Public cloud deployments offer rapid scalability and lower entry costs. For organizations aiming to accelerate their digital transformation, IdentityIQ can be deployed in a fully managed environment, with updates and maintenance handled by the service provider.
Lastly, community cloud models cater to multiple organizations with similar operational needs, often within the same sector. IdentityIQ facilitates federated identity governance in this model, enabling collaboration without compromising control.
Pre-Iterate Rules in File Aggregation
When processing data files in aggregation tasks, SailPoint provides the capability to define a pre-iterate rule. This rule is executed a single time for the entire file before individual records are parsed. Its primary purpose is to prepare or validate the data file to ensure a smooth aggregation process.
Typical uses of the pre-iterate rule include unzipping compressed files, verifying the format of date fields, and confirming the freshness of data to prevent the inclusion of stale or outdated information. It acts as a gatekeeper, ensuring only clean and verified data enters the aggregation pipeline.
By employing pre-iterate rules, identity administrators can build robust preprocessing logic. This capability minimizes the risk of data inconsistency, improves error handling, and reinforces the integrity of the identity warehouse.
Application-Level Multifactor Authentication (APMFA)
As identity threats become more sophisticated, multifactor authentication (MFA) has emerged as a vital security control. APMFA, or application-level multifactor authentication, introduces MFA mechanisms directly within applications rather than at the network or gateway level.

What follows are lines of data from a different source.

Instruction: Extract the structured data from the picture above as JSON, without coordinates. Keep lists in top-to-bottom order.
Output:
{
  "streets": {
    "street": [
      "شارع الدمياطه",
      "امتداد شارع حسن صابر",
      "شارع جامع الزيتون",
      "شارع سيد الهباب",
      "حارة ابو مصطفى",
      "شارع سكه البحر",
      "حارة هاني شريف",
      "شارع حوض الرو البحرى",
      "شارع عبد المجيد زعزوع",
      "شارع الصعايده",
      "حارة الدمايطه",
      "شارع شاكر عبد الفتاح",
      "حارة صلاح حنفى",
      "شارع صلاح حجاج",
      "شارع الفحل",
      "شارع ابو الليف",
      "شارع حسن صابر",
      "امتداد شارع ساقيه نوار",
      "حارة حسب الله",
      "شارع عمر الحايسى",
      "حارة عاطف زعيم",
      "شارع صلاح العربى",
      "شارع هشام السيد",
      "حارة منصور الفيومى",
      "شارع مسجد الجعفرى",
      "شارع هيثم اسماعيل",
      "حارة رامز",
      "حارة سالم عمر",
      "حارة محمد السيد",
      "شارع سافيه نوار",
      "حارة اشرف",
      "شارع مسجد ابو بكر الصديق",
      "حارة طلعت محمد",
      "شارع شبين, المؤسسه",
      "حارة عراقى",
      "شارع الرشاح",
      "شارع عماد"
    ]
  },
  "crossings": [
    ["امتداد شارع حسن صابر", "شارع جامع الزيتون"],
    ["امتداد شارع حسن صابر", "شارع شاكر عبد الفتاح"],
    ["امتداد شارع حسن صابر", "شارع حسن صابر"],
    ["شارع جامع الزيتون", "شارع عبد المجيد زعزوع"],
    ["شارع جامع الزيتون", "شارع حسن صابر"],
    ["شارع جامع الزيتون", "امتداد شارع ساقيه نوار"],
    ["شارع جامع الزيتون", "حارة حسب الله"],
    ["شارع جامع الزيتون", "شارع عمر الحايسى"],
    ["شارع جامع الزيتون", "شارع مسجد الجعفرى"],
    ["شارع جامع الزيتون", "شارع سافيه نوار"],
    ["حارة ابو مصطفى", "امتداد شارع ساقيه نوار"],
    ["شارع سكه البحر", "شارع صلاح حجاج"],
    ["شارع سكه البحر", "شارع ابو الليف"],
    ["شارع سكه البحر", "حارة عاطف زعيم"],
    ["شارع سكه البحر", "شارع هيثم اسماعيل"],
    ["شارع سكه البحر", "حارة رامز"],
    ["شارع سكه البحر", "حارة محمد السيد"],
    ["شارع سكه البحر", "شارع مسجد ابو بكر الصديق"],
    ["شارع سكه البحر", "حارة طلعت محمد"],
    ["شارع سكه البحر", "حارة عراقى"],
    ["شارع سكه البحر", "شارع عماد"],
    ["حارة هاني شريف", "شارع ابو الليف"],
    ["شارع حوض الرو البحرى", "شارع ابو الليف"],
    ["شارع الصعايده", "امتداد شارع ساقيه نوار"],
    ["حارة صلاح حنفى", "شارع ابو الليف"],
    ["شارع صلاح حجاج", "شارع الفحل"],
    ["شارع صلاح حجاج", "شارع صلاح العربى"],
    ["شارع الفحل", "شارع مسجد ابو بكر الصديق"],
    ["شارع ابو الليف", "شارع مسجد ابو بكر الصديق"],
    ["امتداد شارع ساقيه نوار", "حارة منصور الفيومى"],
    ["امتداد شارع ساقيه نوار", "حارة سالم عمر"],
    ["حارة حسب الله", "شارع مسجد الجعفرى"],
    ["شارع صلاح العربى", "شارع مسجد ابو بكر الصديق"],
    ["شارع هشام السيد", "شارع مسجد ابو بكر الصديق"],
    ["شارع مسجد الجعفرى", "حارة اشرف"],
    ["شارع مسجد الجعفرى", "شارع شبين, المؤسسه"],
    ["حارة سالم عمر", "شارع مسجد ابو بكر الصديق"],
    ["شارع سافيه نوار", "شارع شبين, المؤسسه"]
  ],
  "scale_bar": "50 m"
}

APMFA offers granular protection, ensuring that even if an attacker gains access to the network, access to specific applications still requires verification through additional factors such as biometrics, hardware tokens, or time-based codes. This localized enforcement reduces the attack surface significantly.
In the context of identity governance, APMFA fortifies sensitive identity operations like role assignments, access reviews, and approvals. It provides an additional safeguard for administrators and users handling privileged actions. SailPoint supports the integration of APMFA, allowing organizations to embed strong authentication controls into their identity workflows.
Elasticity and Scalability in Identity Governance
Elasticity and scalability are not merely buzzwords in cloud computing—they are foundational principles for resilient and responsive identity governance. Elasticity refers to the system’s ability to expand or contract resource usage based on workload fluctuations. In practical terms, this means that an identity system can automatically allocate more processing power during peak provisioning cycles and scale down during quieter periods.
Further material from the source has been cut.